Before I was nominated to join this committee, I was well known to be a skipper myself. I have skipped basically almost every teambuilding there ever was. Everyone said that proves that I’m a misanthrope. Well… misanthrope my ass. I told my boss (not Rob, it’s Rob’s boss – SaltyFish) the reason I refused to join any of their teambuilding was because of their bullshits. Their programs suck and they are only suitable for retards like them. That was why I got elected as part of the committee – to organize one that doesn’t suck and for normal people. Me and my big mouth.

And now, I have to figure this big problem – how to make a bunch of stupid working adults to learn about the importance of teamwork? I proposed to throw them in an isolated island without anything for a week… but my suggestion was rejected. It is too dangerous and not practical – they said. Well, I guess those bunch of sissies prefer to be Rambo after all. They want their teambuilding to be simple like a primary school sports day event with free lunch. Fuck them.

Kinda sad when you think of it doesn’t it? That I have to work with these people every fucking day.

michaelooi  | rantings  | Comments Off
November 17, 2003

kids

I love kids. Oh they are so cute that I can’t resist to pinccccchhhhh them on the face. They are so especially adorable when they shriek out loud, breaking stuffs, poke holes on your paper lamps, etc. And when I need them the most, they will always be here to run around my place and rearrange all my fridge magnets. Aww… how nice.

I have a few kid nephews and nieces. I like them very much. They are the most talented kids I’ve ever seen in my life. They have the savvy and talent to express themselves in the form of natural art, such as fingerprinting and footprinting on my lovely apartment walls. And at times when they want to be more creative, they will not hesitate to use props to aid their expression – such as crayons, pens, pencils, permanent markers and even lick with their own pink colored drools (after eating the ever delicious strawberry flavored ice-cream).

Oh I’m so thrilled to have them around. I guess that’s why I can’t wait to have my own kids.

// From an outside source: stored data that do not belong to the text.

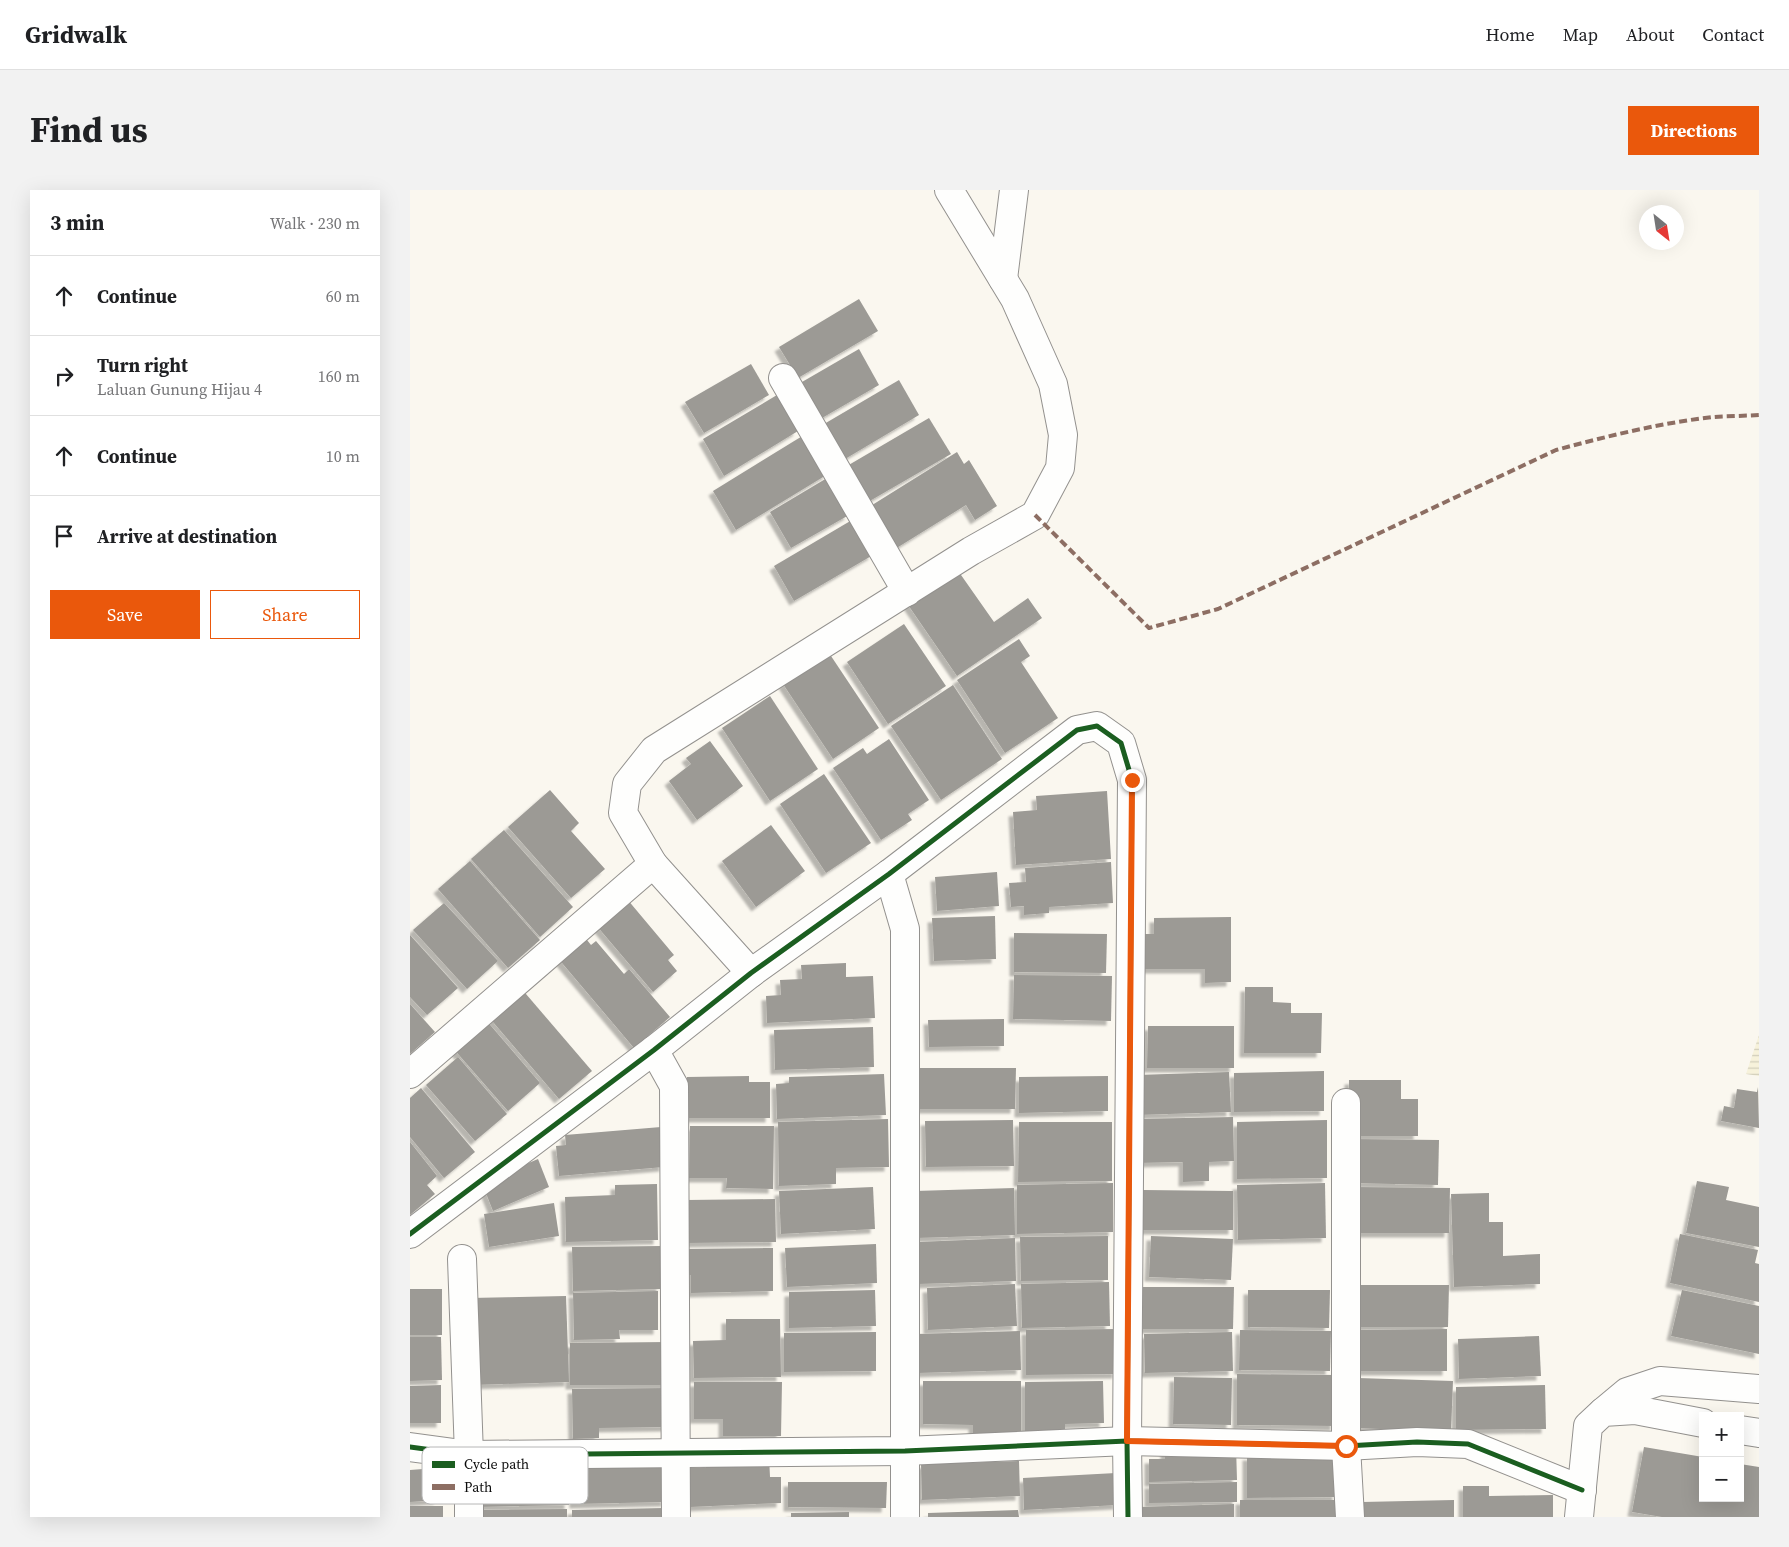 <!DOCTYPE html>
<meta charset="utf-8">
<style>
body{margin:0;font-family:"Source Serif 4",serif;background:#f2f2f2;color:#202124}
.controls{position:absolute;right:15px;bottom:15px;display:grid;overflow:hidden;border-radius:0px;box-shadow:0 5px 20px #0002}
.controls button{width:45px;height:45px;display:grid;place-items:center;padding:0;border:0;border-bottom:1px solid #e0e0e0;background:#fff;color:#202124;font:25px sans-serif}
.compass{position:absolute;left:1229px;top:15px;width:45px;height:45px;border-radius:50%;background:#fff;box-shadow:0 5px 20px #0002;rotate:150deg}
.stop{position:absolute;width:15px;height:15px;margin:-11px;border:4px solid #ea580c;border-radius:50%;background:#fff}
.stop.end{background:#ea580c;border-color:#fff;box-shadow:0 1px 5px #0008}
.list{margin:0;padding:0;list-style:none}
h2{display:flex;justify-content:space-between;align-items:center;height:65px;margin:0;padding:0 20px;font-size:21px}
h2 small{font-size:16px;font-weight:400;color:#757577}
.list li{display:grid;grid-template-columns:32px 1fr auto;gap:15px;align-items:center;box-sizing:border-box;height:80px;padding:0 20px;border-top:1px solid #e0e0e0}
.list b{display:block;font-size:19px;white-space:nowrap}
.list p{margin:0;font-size:16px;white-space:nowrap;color:#757577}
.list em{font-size:16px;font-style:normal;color:#757577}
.actions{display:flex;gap:10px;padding:15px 20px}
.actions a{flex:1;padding:11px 0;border:1px solid #ea580c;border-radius:0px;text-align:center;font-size:18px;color:#ea580c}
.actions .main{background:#ea580c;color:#fff}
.icon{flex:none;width:28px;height:28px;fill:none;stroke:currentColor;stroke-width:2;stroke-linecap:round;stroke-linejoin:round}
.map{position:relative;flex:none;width:1349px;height:1327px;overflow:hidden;border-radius:0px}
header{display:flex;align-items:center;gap:30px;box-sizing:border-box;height:70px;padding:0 25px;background:#fff;border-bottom:1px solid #e0e0e0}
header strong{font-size:24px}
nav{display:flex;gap:28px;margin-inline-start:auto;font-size:18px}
.intro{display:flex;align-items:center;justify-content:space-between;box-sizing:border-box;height:120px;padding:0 30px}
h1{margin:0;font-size:35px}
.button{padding:12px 22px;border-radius:0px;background:#ea580c;color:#fff;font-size:18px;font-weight:700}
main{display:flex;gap:30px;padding:0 30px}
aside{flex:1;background:#fff;border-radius:0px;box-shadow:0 5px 20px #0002}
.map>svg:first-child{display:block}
</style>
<header>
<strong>Gridwalk</strong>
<nav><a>Home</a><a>Map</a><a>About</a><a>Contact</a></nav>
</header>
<div class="intro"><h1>Find us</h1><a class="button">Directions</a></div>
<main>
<aside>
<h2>3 min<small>Walk · 230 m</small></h2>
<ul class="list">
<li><svg class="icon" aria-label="ahead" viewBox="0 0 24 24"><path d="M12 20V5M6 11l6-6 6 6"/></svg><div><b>Continue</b></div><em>60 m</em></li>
<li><svg class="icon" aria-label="right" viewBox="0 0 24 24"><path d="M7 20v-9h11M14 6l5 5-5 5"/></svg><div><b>Turn right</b><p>Laluan Gunung Hijau 4</p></div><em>160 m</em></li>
<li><svg class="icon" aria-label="ahead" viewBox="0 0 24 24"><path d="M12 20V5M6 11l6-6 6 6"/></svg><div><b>Continue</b></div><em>10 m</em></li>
<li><svg class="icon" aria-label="arrive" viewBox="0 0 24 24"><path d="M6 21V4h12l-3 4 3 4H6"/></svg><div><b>Arrive at destination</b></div></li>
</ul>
<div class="actions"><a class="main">Save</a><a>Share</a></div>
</aside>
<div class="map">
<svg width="1349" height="1327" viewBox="0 0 1349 1327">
<defs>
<pattern id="farmland-rules" width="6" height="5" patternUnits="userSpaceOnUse" patternTransform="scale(1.25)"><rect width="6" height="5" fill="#f7f2db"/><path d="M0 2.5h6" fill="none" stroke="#d2cebb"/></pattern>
<filter id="shadow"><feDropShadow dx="-4.5" dy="4.5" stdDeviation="1" flood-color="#0004"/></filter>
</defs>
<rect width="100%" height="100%" fill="#faf7ef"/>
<!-- farmland -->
<path fill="url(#farmland-rules)" d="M1349 845V886L1336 884Z"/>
<!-- building -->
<g fill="#9c9a95" filter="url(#shadow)">
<path d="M449 109 468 141 388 188 369 157Z"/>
<path d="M449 159 469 195 412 228 392 192Z"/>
<path d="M341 174 359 205 294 243 275 212Z"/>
<path d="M489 190 509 225 430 272 409 237Z"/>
<path d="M367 205 388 241 314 286 293 249Z"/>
<path d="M519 228 541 264 458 312 437 276Z"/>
<path d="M394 245 418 284 326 340 303 301Z"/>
<path d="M547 262 554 274 559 270 587 316 565 330 556 315 485 359 459 317Z"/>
<path d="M417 288 439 325 381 358 360 322Z"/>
<path d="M442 330 463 365 384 411 364 376Z"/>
<path d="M544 375 584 432 618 408 632 428 547 486 494 409Z"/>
<path d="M494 434 536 496 478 534 437 472Z"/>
<path d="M609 449 620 466 611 472 648 528 595 563 547 490Z"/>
<path d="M419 463 469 538 423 569 373 494Z"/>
<path d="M543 495 592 569 531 610 481 536Z"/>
<path d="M360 506 408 579 360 611 312 538Z"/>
<path d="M479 549 519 610 498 624 502 630 471 650 423 578 453 558 457 564Z"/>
<path d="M300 551 333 596 287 630 259 591 281 574 276 568Z"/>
<path d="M414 584 461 653 416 683 370 614Z"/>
<path d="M140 600 169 633 161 641 195 679 161 708 98 637Z"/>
<path d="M697 601 701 669 606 675 603 622 627 620 626 606Z"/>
<path d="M361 635 395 681 346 717 312 671Z"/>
<path d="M94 640 163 717 130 747 61 669Z"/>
<path d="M60 671 130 750 98 778 28 699Z"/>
<path d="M701 672 703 713 639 717V723L614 725V716L601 717 599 693 616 692 615 678Z"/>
<path d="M587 682 589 716 527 721 525 687Z"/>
<path d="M217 709 264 765 258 770 267 781 243 802 186 735Z"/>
<path d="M34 713 88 771 57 799 3 740Z"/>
<path d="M585 726 586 769 524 771 522 728Z"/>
<path d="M821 727V792L795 793V779H735V744H744V728Z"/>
<path d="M604 743 697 744 696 783 604 782Z"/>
<path d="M0 745 48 798 17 825 0 807Z"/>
<path d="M173 745 181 755 186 751 214 784 219 779 260 827 224 858 147 767Z"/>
<path d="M436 773V787L463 786 465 828 357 833 356 806 371 805 370 790 392 789 391 775Z"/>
<path d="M604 785 702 786 701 831 603 829Z"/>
<path d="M110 797 182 881 149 909 77 825Z"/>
<path d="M835 797H863V812L881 813V823H912L911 863H834Z"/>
<path d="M0 814 25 842 0 864Z"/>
<path d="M75 829 130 893 98 921 42 857Z"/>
<path d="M594 829V856L519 857 518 830Z"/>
<path d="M738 836H824V878H737Z"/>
<path d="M463 837 464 877 365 880 364 840Z"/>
<path d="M48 867 97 924 65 951 16 895Z"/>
<path d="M506 878H606L605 919H505Z"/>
<path d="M914 881V921L824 922V883Z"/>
<path d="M819 882 821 922 727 925 726 885Z"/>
<path d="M474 884 476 925 367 929 366 894 379 893V887Z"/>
<path d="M339 886V892H360V928H277V887Z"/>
<path d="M698 886V921L609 923V887Z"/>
<path d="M939 890H991V909H1008V946H938Z"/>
<path d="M1348 897 1349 938 1311 931 1314 916 1324 918 1327 899 1347 902Z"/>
<path d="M11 898 65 962 34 988 0 947V908Z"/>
<path d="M823 927 824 971 799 972V991L773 992V972L727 973 726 929Z"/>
<path d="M478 929 479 977 426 978V994L369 996 368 932Z"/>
<path d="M603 930 604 976 516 977 515 931Z"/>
<path d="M917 930V988L827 989V932Z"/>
<path d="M609 932H702V991L608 992Z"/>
<path d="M280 936H364L363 999 316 998 317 988H279Z"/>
<path d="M251 937 254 977 149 986 146 956 156 955 155 945Z"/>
<path d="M941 949 1029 950 1028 995 940 993Z"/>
<path d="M0 952 27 986 17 995 25 1004 0 1025Z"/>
<path d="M128 969 139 997 83 1021 72 993Z"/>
<path d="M1287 991 1319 997 1316 1010 1349 1017V1057L1276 1043Z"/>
<path d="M703 993V1042L607 1044V995Z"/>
<path d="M915 993 916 1048 828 1050 827 995Z"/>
<path d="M247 994 248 1050 156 1052 155 1007 205 1005V995Z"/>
<path d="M463 997 465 1039 371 1044 369 1001Z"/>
<path d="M944 997 1040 998 1039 1043H944Z"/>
<path d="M604 998 605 1045 506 1048 505 1001Z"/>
<path d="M733 1000 823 1001V1040H733Z"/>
<path d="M1079 1003V1032H1093V1066L1130 1064V1094L1044 1097 1041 1004Z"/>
<path d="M365 1009 366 1052 276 1053V1010Z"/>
<path d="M144 1013 149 1046 79 1057 74 1024Z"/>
<path d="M1270 1044 1348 1060 1345 1073 1349 1074V1112L1260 1093Z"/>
<path d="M698 1046V1090L611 1091 610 1047Z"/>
<path d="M741 1046 823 1049 821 1090 739 1087Z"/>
<path d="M605 1048 606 1091 508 1094 507 1052Z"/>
<path d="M466 1054 467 1093 377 1097 375 1058Z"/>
<path d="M251 1056V1099L163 1101 162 1057Z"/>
<path d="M363 1058V1101L281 1103V1085H273V1059Z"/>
<path d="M699 1092 700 1136 612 1138 611 1094Z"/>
<path d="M605 1094 607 1136 518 1140 517 1098Z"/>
<path d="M951 1095H1039L1038 1137H951Z"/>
<path d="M733 1097H824L823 1139H733Z"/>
<rect x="0" y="1099" width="32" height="46"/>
<path d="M465 1100 466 1136 379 1138V1102Z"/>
<path d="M838 1100H920L919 1138 838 1137Z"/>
<path d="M1272 1100 1349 1116V1164L1261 1146Z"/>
<path d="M248 1101V1140H209L210 1149 164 1150 163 1103Z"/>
<path d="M156 1106 159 1192 62 1195 60 1108Z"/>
<path d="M316 1129H370L371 1187 284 1188 283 1151 316 1150Z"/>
<path d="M707 1139V1184L616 1185V1140Z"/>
<path d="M1037 1139V1181H949L950 1140Z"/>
<path d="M830 1140 921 1141 920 1181 829 1180Z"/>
<path d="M610 1141 611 1180 507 1183 506 1144Z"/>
<path d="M466 1142V1181L374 1182V1143Z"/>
<path d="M822 1142 823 1181 735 1183 734 1144Z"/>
<path d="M1129 1146 1131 1186 1049 1189 1048 1149Z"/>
<path d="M0 1147H31L32 1190 0 1191Z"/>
<path d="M258 1152V1195H160V1153Z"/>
<path d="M827 1184 926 1185 925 1236 827 1235Z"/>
<path d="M764 1187 822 1188 821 1235 763 1234Z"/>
<path d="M948 1188 1043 1191 1041 1242 946 1238Z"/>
<path d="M513 1191H611V1245H563V1235L513 1234Z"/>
<path d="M693 1191 694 1233 655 1234V1243L615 1244V1192Z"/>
<path d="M284 1192H372L371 1246H313V1229H284Z"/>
<path d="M31 1195V1233H0V1196Z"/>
<path d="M1135 1195 1136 1239 1046 1240V1197Z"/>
<path d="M258 1198V1237L189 1238V1248L163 1249 162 1199Z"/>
<path d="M826 1256 827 1290 739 1292V1269H755V1258Z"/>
<path d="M1234 1257 1293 1267V1308H1330V1274L1349 1277V1327H1252L1222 1322Z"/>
<path d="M359 1266 360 1287H371V1313L280 1317 279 1278H296L295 1268Z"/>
<path d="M837 1266H927V1307L837 1308Z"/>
<path d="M609 1271 610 1306 512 1310 511 1274Z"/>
<path d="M158 1273 159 1315 68 1317 67 1275Z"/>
<path d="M255 1275 256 1312 164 1314 163 1278Z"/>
<path d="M26 1278 28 1310 0 1312V1280Z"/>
<path d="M706 1283 708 1315 614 1320 613 1288Z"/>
<path d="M378 1292H477L476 1318 378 1317Z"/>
<path d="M827 1292V1312L739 1313V1294Z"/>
<path d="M1053 1296H1079V1306L1143 1305V1327H1053Z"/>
<rect x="830" y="1310" width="98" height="17"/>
<path d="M1044 1310V1327H952V1312Z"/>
<path d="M824 1314V1327H728V1317Z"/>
<rect x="0" y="1316" width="33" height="11"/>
<path d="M253 1318V1327H162V1320Z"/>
<path d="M157 1319V1327H62V1320Z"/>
<path d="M608 1320 609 1327H518V1323Z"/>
<path d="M439 1322V1327H381V1323Z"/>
</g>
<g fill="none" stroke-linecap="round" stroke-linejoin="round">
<defs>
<g id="street">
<path d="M593 89 604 0"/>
<path d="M373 188 497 402"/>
<path d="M479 684 495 739V1327"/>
<path d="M341 783 243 674 213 623 217 594 244 560 561 361 625 325 650 278 653 245 643 194 605 109 539 0"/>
<path d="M244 860 264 896 266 1327"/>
<path d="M0 884 243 674"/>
<path d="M936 913V1256L940 1327"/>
<path d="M0 1044 244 860 341 783 479 684 667 540 687 536 711 553 722 590 717 1251 718 1327"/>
<path d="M52 1069 59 1265V1327"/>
<path d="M1193 1222 1217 1202 1250 1191 1349 1199"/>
<path d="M1330 1240 1349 1243"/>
<path d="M0 1257 59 1265 495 1261 717 1251 936 1256 1007 1252 1058 1254 1172 1300"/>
<path d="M1169 1327 1178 1236 1193 1222 1225 1220 1293 1233"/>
</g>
</defs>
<!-- street casing -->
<use href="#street" stroke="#93918e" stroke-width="30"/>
<!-- street -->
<use href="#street" stroke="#fefefd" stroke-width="28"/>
<!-- quiet -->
<path stroke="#8d6e63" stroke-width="4" stroke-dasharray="8 4" stroke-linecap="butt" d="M625 325 739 438 808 419 1146 260C1198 246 1250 233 1303 227 1318 226 1334 226 1349 225"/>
<defs>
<g id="cycleway">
<path d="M0 1044 244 860 341 783 479 684 667 540 687 536 711 553 722 590 717 1251 718 1327"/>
<path d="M0 1257 59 1265 495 1261 717 1251 936 1256 1007 1252 1058 1254 1172 1300"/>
</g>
</defs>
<!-- cycleway casing -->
<use href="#cycleway" stroke="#fff" stroke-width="8"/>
<!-- cycleway -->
<use href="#cycleway" stroke="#1b5e20" stroke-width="5"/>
</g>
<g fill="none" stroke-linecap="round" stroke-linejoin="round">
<!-- route -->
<path stroke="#ea580c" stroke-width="6" d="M722 590 717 1251 936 1256"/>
</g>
<!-- legend -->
<rect x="12" y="1257" width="166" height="57" rx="8" fill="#fff" stroke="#b6b6b6" stroke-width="1"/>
<rect x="22" y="1271" width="23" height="7" fill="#1b5e20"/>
<rect x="22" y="1294" width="23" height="6" fill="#8d6e63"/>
<g font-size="14" fill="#0b0b0b">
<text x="54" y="1279">Cycle path</text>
<text x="54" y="1302">Path</text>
</g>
</svg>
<div class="controls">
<button>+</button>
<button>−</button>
</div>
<svg class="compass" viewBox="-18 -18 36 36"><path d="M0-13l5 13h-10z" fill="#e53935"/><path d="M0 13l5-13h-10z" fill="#757577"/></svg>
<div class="stop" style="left:936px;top:1256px"></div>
<div class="stop end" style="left:722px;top:590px"></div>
</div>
</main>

I have seen one of my colleagues, Blackie, having so much fun with his child. He saved a lot of money from purchasing alarm clocks because his little boy would wake him up at his most desired time – just like an alarm clock would, how nice.

Raising a kid is not hard at all, Blackie said. It only takes up about 99% of your time babysitting that lovely child and about 50% of your sleeping hours waking up to stop the natural alarm clock. It’s cheap too. You only need to spend about 1/4 of your salary every 2 weeks on babysitting expenditures… which is still ok… consider the fact that you still have 50% of your salary left for all your bills, home loans, car loans, car maintenance, insurance, taxes, groceries, etc.

I can tell that Blackie is enjoying his used-to-be-mundane life very much now, as he has more things to do now – rather than watching the productivity-impairing TV at home. And he lost about 40% of his weight too – which saved him a lot of money and time as he need not to go to the gymnasium to work his lards out. He’s now naturally slimmer. I mean, what could be better than this? Enjoy and get fit at the same time? Come on!

Some people, they do not like kids at all. Those are mean people. Bad people. They do not know how to appreciate the things nature has to offer – like aromatic puke, grains of sticky rice, colorful ketchups, and all the wonderful things that come with the ever playful kids. You see, even insects love to have kids around (because most kids feed them everyday). I don’t understand why those mean people hate kids so much.

They should learn how to love and admire the beauty of things… let kids brighten up their life or something. They’ve got to get out of the circle … open up their mind, and reach for the lighter side of themselves.

Ahhh… if everyone could think properly like I do… there will be no more happiness suffering.